Misconception 3: “The model will learn around bad data.” Fine-tuned or heavily trained models can mask data quality issues temporarily, but they do not resolve them. They learn the noise as signal. When the noise pattern changes — a sensor is recalibrated, a taxonomy is updated, a supplier renames a product — the model’s learned compensation breaks down. Engineers end up debugging what looks like a model regression but is actually a data shift. Understanding this distinction is essential for teams trying to build genuinely data-driven AI practices.
Where to Learn More
- DAMA International’s Data Management Body of Knowledge (DMBOK) — the industry standard framework for enterprise data governance, lineage, and quality management.
- dbt documentation — the most widely adopted practitioner toolchain for building observable, tested, and lineage-tracked data transformation pipelines.
- McKinsey’s “The Data-Driven Enterprise of 2025” — provides institutional framing on how leading organisations are restructuring data ownership and governance at the executive level.
How Serious Players Should Respond
The practitioner consensus emerging from executives at HP, Capgemini, Wesco, and Larsen & Toubro carries a clear institutional message: organizations that treat data governance as an IT housekeeping task will not be able to scale AI into production systems that matter. The response required is structural. Chief data officers and engineering leaders need to establish continuous data observability infrastructure — not one-time audits — with clear ownership assigned at the domain level, not the platform level. Data lineage tooling should be a prerequisite for any AI deployment entering production, not a retrospective add-on.
For engineering teams specifically, the immediate priority is instrumentation: every data pipeline feeding a production AI system should emit quality metrics — completeness, freshness, distribution drift — to a centralized observability layer. The goal is to make data failures as loud and actionable as application errors, not silent and ambiguous.

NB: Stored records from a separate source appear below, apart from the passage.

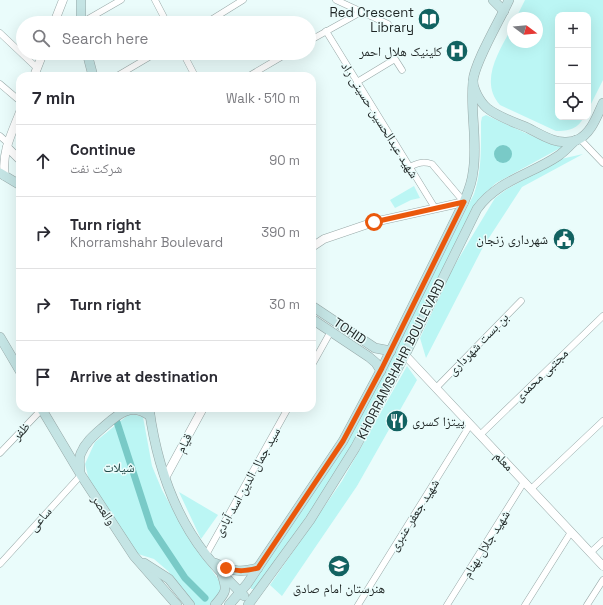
<!DOCTYPE html>
<meta charset="utf-8">
<style>
:root{--surface:#fff;--page:#f7f7f7;--text:#2b2b33;--muted:#7c7c81;--line:#e1e1e2}
body{margin:0;font-family:"Space Grotesk","Noto Naskh Arabic",sans-serif;background:var(--page);color:var(--text)}
.controls{position:absolute;right:12px;top:12px;display:grid;overflow:hidden;border-radius:8px;box-shadow:0 4px 16px #0002}
.controls button{width:36px;height:36px;display:grid;place-items:center;padding:0;border:0;border-bottom:1px solid var(--line);background:var(--surface);color:var(--text);font:20px sans-serif}
.compass{position:absolute;left:507px;top:12px;width:36px;height:36px;border-radius:50%;background:var(--surface);box-shadow:0 4px 16px #0002;rotate:106deg}
.stop{position:absolute;width:12px;height:12px;margin:-9px;border:3px solid #ea580c;border-radius:50%;background:#fff}
.stop.end{background:#ea580c;border-color:#fff;box-shadow:0 1px 4px #0008}
.list{margin:0;padding:0;list-style:none}
h2{display:flex;justify-content:space-between;align-items:center;height:52px;margin:0;padding:0 16px;font-size:17px}
h2 small{font-size:13px;font-weight:400;color:var(--muted)}
.list li{display:grid;grid-template-columns:26px 1fr auto;gap:12px;align-items:center;box-sizing:border-box;height:72px;padding:0 16px;border-top:1px solid var(--line)}
.list b{display:block;font-size:15px;white-space:nowrap}
.list p{margin:0;font-size:13px;white-space:nowrap;color:var(--muted)}
.list em{font-size:13px;font-style:normal;color:var(--muted)}
.icon{flex:none;width:22px;height:22px;fill:none;stroke:currentColor;stroke-width:2;stroke-linecap:round;stroke-linejoin:round}
.map{position:relative;flex:none;width:603px;height:605px;overflow:hidden}
.search{position:absolute;background:var(--surface);box-shadow:0 4px 16px #0002;left:16px;top:16px;width:300px;height:44px;display:flex;align-items:center;gap:10px;box-sizing:border-box;padding:0 14px;border-radius:22px;color:var(--muted);font-size:15px}
.panel{position:absolute;background:var(--surface);box-shadow:0 4px 16px #0002;left:16px;top:72px;width:300px;height:340px;border-radius:12px}
.map>svg:first-child{display:block}
</style>
<div class="map">
<svg width="603" height="605" viewBox="0 0 603 605">
<rect width="100%" height="100%" fill="#eafcfb"/>
<g fill="#bbf6f4">
<path d="M525,0H603V80L588,110V15H558V117H584C578,129 569,131 556,131L500,105C478,80 501,49 513,25V42H537V18H516Z"/>
<path d="M486,115L550,144L564,146L496,183L480,198L472,211L402,354L352,448L307,518L255,589H251V585L384,370L474,194C482,171 481,146 481,122L482,117Z"/>
<polygon points="583,154 522,187 483,247 426,358 420,338 453,268 495,198 507,189 561,159"/>
<polygon points="414,186 420,198 411,200 395,208 390,200"/>
<polygon points="407,366 417,380 357,486 282,596 270,585 342,481"/>
<polygon points="128,415 136,415 143,417 152,466 162,490 184,530 222,585 221,592 210,605 195,605 168,571 154,559 138,554 128,541 89,480 85,464 95,442"/>
<polygon points="179,492 218,515 201,539"/>
</g>
<circle fill="#79cac7" cx="503" cy="154" r="9"/>
<g fill="none" stroke-linecap="round" stroke-linejoin="round">
<polyline stroke="#79cac7" stroke-width="7" points="115,416 151,527 185,578 205,598"/>
<g stroke="#98a9a8" stroke-width="7">
<g id="minor">
<polyline points="155,0 167,23"/>
<polyline points="336,0 388,24"/>
<polyline points="81,23 121,0"/>
<polyline points="206,23 243,0"/>
<polyline points="326,31 435,208"/>
<polyline points="0,33 37,68"/>
<polyline points="309,41 361,12"/>
<polyline points="183,53 195,76"/>
<polyline points="117,76 156,53"/>
<polyline points="249,76 288,53"/>
<polyline points="357,82 395,59 402,70"/>
<polyline points="0,84 20,101"/>
<polyline points="0,136 8,143"/>
<polyline points="579,138 603,163"/>
<path d="M409,167C418,163 423,161 432,164L464,202"/>
<polyline points="312,365 331,331"/>
<polyline points="436,388 521,301"/>
<polyline points="480,435 603,316"/>
<polyline points="0,453 42,409"/>
<polyline points="531,489 603,421"/>
<polyline points="590,553 603,541"/>
<polyline points="206,555 288,408"/>
<polyline points="0,564 81,475"/>
<polyline points="358,605 470,425"/>
<polyline points="447,605 524,482"/>
<polyline points="525,605 571,532"/>
<polyline points="587,605 603,580"/>
</g>
</g>
<g stroke="#98a9a8" stroke-width="9">
<g id="tertiary">
<polyline points="54,23 63,0"/>
<polyline points="34,76 43,53"/>
<polyline points="7,147 20,160"/>
<path d="M5,176C1,153 12,133 20,112"/>
<polyline points="312,247 324,239 374,222 464,202"/>
<polyline points="405,355 603,566"/>
<polyline points="165,478 203,408"/>
</g>
</g>
<g stroke="#98a9a8" stroke-width="10">
<g id="secondary">
<polyline points="81,0 81,23"/>
<polyline points="493,0 504,11"/>
<path d="M509,0C501,18 474,63 473,81C473,89 480,102 487,108C498,117 514,122 528,128C536,132 544,137 553,140C559,142 570,143 577,140C591,134 597,116 603,103"/>
<polyline points="87,53 93,76"/>
<polyline points="0,173 20,185"/>
<polyline points="312,306 375,348 391,351"/>
<polyline points="312,319 369,357 376,363 381,371"/>
<polyline points="0,337 20,371"/>
<polyline points="41,408 81,475 134,556 177,605"/>
<path d="M149,408C156,460 173,513 206,555C217,569 231,583 244,596"/>
<path d="M80,471C80,465 78,459 81,453C85,443 93,436 101,429C116,416 130,401 150,416"/>
<polyline points="144,563 169,579 190,605"/>
<path d="M215,563C233,571 239,573 258,568"/>
<path d="M215,605C225,593 228,591 222,575"/>
<path d="M229,605L247,584L343,441L382,368L464,202C468,192 472,183 473,172C478,143 470,112 473,82"/>
<path d="M248,605L310,520L355,448L405,355L477,209C498,180 530,175 558,156C564,152 570,145 576,140"/>
</g>
</g>
<use href="#minor" stroke="#fff" stroke-width="6"/>
<use href="#tertiary" stroke="#fff" stroke-width="8"/>
<use href="#secondary" stroke="#c4e4e4" stroke-width="9"/>
</g>
<g fill="none" stroke-linecap="round" stroke-linejoin="round">
<path stroke="#ea580c" stroke-width="5" d="M226,568C238,572 246,571 258,568L343,441L382,368L464,202L374,222"/>
</g>
<defs>
<g id="library-disc" transform="scale(1.15)"><circle r="9.5" fill="#126261" stroke="#eafcfb"/><path d="M-6-4Q-3-5.5-.7-3.5V5Q-3 3-6 4ZM6-4Q3-5.5 .7-3.5V5Q3 3 6 4Z" fill="#fff"/></g>
<g id="hospital-disc" transform="scale(1.15)"><circle r="9.5" fill="#126261" stroke="#eafcfb"/><path d="M-5-5h3v3.5h4V-5h3V5h-3V1.5h-4V5h-3Z" fill="#fff"/></g>
<g id="civic-disc" transform="scale(1.15)"><circle r="9.5" fill="#126261" stroke="#eafcfb"/><path d="M-.6-6.5H3V-4.5H.6V-3L4-1V1h2V6H-6V1h2V-1L-.6-3ZM-1.2 2.5V6h2.4V2.5Z" fill="#fff"/></g>
<g id="restaurant-disc" transform="scale(1.15)"><circle r="9.5" fill="#126261" stroke="#eafcfb"/><path d="M-5-6h1v4h1v-4h1v4h1v-4h1v5L-1.5 .5V6h-2V.5L-5-1ZM5-6V6H3V1.5H1.5Q1.5-4 5-6Z" fill="#fff"/></g>
<g id="school-disc" transform="scale(1.15)"><circle r="9.5" fill="#126261" stroke="#eafcfb"/><path d="M0-5L7-2L0 1L-7-2ZM-4 1L0 2.5L4 1V4Q0 6-4 4Z" fill="#fff"/></g>
</defs>
<g fill-rule="evenodd">
<use href="#library-disc" x="429" y="19"/>
<use href="#hospital-disc" x="457" y="51"/>
<use href="#civic-disc" x="564" y="239"/>
<use href="#restaurant-disc" x="397" y="421"/>
<use href="#school-disc" x="339" y="566"/>
</g>
<g text-anchor="middle" dominant-baseline="central" stroke-width="3" stroke-linejoin="round" paint-order="stroke">
<g font-size="13" fill="#1e2524" stroke="#eafcfb" text-anchor="end">
<text x="414" y="12">Red Crescent<tspan x="414" dy="15">Library</tspan></text>
<text x="442" y="51">کلینیک هلال احمر</text>
<text x="548" y="239">شهرداری زنجان</text>
<text x="412" y="421" text-anchor="start">پیتزا کسری</text>
<text x="339" y="588" text-anchor="middle">هنرستان امام صادق</text>
</g>
<g font-size="13" fill="#1e2524" stroke="#eafcfb">
<text transform="translate(380 120) rotate(58)">شهید عبدالحسین حسینی راد</text>
<text transform="translate(350 331) rotate(34)">TOHID</text>
<text transform="translate(478 344) rotate(-46)">بن بست شهرداری</text>
<text transform="translate(401 359) rotate(-63)">KHORRAMSHAHR BOULEVARD</text>
<text transform="translate(541 375) rotate(-44)">مجتبی محمدی</text>
<text transform="translate(21 431) rotate(-46)">ظفر</text>
<text transform="translate(184 443) rotate(-61)">قیام</text>
<text transform="translate(504 461) rotate(47)">معلم</text>
<text transform="translate(247 482) rotate(-61)">سید جمال الدین اسد آبادی</text>
<text transform="translate(104 510) rotate(57)">والعصر</text>
<text transform="translate(414 515) rotate(-58)">شهید جعفر عنبری</text>
<text transform="translate(40 519) rotate(-48)">ساعی</text>
<text transform="translate(486 544) rotate(-58)">شهید جلال بهنام</text>
</g>
<g font-size="13" fill="#224847" stroke="#eafcfb">
<text x="119" y="467">شیلات</text>
</g>
</g>
</svg>
<div class="controls">
<button>+</button>
<button>−</button>
<button><svg class="icon" aria-label="locate" viewBox="0 0 24 24"><circle cx="12" cy="12" r="6"/><path d="M12 2v4M12 18v4M2 12h4M18 12h4"/></svg></button>
</div>
<svg class="compass" viewBox="-18 -18 36 36"><path d="M0-13l5 13h-10z" fill="#e53935"/><path d="M0 13l5-13h-10z" fill="#7c7c81"/></svg>
<div class="stop" style="left:374px;top:222px"></div>
<div class="stop end" style="left:226px;top:568px"></div>
<div class="search"><svg class="icon" aria-label="search" viewBox="0 0 24 24"><circle cx="10" cy="10" r="6"/><path d="M15 15l6 6"/></svg>Search here</div>
<section class="panel">
<h2>7 min<small>Walk · 510 m</small></h2>
<ul class="list">
<li><svg class="icon" aria-label="ahead" viewBox="0 0 24 24"><path d="M12 20V5M6 11l6-6 6 6"/></svg><div><b>Continue</b><p>شرکت نفت</p></div><em>90 m</em></li>
<li><svg class="icon" aria-label="right" viewBox="0 0 24 24"><path d="M7 20v-9h11M14 6l5 5-5 5"/></svg><div><b>Turn right</b><p>Khorramshahr Boulevard</p></div><em>390 m</em></li>
<li><svg class="icon" aria-label="right" viewBox="0 0 24 24"><path d="M7 20v-9h11M14 6l5 5-5 5"/></svg><div><b>Turn right</b></div><em>30 m</em></li>
<li><svg class="icon" aria-label="arrive" viewBox="0 0 24 24"><path d="M6 21V4h12l-3 4 3 4H6"/></svg><div><b>Arrive at destination</b></div></li>
</ul>
</section>
</div>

Teams that have invested heavily in model evaluation frameworks should apply the same rigour upstream, at the data layer, where the actual risk lives.

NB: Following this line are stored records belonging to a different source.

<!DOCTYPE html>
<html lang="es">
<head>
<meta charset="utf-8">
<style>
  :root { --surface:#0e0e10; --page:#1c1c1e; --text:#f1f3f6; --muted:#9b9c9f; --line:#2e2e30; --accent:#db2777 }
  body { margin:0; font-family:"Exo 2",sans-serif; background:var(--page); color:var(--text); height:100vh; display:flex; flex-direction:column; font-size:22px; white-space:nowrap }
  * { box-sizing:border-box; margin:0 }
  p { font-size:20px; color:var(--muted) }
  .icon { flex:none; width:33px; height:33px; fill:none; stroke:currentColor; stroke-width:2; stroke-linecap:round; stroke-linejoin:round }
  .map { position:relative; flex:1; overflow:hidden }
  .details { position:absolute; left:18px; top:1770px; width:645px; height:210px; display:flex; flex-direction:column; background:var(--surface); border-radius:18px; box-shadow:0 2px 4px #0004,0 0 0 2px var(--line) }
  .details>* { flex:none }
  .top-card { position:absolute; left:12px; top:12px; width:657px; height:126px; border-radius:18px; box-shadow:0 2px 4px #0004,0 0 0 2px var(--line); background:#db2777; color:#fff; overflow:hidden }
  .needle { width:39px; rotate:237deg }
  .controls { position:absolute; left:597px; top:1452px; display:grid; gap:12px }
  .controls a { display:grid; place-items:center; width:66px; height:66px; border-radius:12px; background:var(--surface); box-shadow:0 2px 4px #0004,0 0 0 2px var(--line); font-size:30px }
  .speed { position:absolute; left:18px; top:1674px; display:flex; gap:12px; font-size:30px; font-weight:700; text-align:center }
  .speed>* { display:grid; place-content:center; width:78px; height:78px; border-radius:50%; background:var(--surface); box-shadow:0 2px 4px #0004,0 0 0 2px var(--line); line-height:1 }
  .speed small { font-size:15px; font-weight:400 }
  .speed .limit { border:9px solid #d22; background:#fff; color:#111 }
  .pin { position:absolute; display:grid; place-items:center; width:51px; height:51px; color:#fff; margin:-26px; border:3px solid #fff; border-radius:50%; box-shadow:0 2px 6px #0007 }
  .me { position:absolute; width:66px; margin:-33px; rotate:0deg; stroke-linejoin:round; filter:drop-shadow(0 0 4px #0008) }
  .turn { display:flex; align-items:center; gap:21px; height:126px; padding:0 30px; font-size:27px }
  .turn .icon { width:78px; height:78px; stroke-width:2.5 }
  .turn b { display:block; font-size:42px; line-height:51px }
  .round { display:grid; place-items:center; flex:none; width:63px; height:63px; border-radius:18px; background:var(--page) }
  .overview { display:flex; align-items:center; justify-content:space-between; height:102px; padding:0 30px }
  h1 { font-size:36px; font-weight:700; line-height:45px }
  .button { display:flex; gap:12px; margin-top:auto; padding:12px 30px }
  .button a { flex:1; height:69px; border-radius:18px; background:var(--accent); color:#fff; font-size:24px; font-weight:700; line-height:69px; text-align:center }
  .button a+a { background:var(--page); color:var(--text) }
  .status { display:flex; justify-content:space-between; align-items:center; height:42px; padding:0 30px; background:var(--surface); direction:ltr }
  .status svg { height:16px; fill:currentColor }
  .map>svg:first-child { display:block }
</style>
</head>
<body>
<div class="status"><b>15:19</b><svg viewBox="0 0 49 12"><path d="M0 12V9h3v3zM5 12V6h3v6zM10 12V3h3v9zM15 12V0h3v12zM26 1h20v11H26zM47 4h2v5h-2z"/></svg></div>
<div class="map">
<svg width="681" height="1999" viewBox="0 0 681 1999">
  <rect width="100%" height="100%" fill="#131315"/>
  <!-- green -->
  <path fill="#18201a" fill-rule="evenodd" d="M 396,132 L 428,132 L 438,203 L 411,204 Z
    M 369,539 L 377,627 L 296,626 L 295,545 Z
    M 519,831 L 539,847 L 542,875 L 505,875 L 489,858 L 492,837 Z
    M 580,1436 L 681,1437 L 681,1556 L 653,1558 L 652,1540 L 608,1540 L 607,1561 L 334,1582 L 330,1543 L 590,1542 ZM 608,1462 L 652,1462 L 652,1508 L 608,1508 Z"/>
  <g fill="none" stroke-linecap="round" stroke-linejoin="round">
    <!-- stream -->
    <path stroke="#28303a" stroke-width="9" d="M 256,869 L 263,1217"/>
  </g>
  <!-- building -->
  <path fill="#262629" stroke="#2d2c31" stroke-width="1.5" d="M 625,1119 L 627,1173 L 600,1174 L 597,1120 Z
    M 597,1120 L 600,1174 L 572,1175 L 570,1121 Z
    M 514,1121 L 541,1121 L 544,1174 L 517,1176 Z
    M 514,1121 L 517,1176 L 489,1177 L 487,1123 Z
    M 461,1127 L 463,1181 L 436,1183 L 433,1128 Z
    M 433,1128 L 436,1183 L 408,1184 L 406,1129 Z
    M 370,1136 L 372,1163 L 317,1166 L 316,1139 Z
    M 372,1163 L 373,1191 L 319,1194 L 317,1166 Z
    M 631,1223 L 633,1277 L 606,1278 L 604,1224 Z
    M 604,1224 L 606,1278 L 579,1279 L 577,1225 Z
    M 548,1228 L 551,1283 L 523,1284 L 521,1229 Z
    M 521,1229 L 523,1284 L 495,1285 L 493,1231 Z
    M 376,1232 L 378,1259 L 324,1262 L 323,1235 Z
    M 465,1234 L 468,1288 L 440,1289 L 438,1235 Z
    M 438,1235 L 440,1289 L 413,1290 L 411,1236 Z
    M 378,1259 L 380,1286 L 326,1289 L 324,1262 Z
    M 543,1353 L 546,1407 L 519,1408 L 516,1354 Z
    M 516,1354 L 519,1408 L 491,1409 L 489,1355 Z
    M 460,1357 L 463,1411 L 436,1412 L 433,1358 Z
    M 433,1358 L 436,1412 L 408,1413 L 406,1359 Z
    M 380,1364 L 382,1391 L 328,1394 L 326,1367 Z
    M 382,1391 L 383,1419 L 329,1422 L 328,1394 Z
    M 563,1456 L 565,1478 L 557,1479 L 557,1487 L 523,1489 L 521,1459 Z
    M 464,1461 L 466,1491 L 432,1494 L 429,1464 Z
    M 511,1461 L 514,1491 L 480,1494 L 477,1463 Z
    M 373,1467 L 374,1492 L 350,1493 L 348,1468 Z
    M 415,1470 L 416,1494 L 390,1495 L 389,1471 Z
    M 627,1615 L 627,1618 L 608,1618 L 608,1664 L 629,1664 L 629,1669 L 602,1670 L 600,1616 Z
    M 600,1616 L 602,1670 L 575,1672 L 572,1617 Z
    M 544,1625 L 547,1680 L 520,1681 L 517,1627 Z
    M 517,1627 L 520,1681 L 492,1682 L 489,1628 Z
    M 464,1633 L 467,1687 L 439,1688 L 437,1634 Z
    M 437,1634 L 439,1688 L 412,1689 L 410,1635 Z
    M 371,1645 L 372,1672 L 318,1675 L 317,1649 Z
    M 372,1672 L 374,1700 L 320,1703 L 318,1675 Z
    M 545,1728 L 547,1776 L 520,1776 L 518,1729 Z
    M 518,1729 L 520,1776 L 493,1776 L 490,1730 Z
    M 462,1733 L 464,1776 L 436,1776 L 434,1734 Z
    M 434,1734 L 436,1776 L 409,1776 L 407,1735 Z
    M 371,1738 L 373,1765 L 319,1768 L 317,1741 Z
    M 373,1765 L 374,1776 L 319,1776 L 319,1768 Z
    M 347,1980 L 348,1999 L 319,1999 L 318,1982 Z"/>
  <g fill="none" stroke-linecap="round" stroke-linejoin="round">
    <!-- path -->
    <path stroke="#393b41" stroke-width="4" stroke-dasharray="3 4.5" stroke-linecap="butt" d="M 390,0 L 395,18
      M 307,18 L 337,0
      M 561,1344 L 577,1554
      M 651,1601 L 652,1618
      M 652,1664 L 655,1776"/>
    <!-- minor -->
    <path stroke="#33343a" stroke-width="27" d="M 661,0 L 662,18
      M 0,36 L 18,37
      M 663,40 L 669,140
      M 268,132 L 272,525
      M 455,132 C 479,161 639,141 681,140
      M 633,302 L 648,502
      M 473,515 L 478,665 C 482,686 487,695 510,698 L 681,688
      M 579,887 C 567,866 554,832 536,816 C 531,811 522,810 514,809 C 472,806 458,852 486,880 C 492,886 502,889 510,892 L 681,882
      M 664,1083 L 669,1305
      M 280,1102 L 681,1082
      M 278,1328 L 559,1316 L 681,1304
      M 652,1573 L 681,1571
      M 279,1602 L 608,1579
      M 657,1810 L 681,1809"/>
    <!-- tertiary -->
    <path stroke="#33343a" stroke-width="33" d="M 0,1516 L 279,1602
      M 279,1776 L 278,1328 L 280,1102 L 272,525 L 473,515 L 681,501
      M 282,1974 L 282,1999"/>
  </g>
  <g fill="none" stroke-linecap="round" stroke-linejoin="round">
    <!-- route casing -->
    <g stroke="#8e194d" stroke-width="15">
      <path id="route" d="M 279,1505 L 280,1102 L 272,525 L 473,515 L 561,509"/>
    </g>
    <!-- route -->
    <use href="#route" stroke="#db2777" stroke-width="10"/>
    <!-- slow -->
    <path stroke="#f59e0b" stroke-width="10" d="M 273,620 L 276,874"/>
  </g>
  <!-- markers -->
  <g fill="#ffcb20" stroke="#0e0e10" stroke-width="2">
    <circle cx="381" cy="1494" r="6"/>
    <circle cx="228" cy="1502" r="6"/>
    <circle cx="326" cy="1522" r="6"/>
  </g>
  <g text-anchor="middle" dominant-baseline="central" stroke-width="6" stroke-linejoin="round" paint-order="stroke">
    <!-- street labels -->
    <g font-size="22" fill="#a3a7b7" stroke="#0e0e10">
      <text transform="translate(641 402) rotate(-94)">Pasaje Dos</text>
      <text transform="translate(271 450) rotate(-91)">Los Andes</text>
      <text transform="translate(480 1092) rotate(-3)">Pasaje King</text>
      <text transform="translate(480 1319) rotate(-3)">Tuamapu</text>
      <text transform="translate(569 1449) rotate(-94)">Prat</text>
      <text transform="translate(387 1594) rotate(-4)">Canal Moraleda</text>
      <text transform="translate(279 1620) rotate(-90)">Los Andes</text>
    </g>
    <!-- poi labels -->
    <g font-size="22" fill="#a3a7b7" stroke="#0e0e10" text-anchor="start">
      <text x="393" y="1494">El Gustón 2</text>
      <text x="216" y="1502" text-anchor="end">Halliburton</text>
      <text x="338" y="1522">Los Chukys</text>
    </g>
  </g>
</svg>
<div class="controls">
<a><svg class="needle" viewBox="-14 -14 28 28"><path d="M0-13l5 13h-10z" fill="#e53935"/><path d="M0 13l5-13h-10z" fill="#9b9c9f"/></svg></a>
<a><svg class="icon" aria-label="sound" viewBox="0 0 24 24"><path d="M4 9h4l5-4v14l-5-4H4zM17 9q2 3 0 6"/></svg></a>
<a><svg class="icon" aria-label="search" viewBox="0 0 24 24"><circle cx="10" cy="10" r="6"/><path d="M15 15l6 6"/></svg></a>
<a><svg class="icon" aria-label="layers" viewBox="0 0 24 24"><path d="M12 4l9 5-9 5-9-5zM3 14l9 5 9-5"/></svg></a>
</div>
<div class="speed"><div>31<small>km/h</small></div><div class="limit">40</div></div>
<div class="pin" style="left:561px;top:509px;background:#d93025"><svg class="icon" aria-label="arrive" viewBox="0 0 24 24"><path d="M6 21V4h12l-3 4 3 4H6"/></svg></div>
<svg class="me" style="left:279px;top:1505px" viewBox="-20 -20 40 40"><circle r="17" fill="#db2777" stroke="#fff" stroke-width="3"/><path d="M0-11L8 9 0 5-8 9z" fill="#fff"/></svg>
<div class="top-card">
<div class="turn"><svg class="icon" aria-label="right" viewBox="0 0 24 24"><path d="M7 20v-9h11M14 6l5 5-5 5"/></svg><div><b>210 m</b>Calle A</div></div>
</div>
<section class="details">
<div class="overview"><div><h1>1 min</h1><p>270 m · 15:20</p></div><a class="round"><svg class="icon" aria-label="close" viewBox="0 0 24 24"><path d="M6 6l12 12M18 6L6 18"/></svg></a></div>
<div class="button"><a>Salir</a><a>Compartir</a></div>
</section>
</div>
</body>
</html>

At the board and regulatory level, the expansion of autonomous AI agents into pricing, logistics, safety monitoring, and HR processes means that data governance is no longer an efficiency question — it is a liability question. Institutions that cannot demonstrate auditable data lineage and version control for the inputs feeding autonomous decision systems will face increasing scrutiny from regulators and counterparties alike. The organizations that build that infrastructure now will have a durable structural advantage that a better model cannot easily replicate.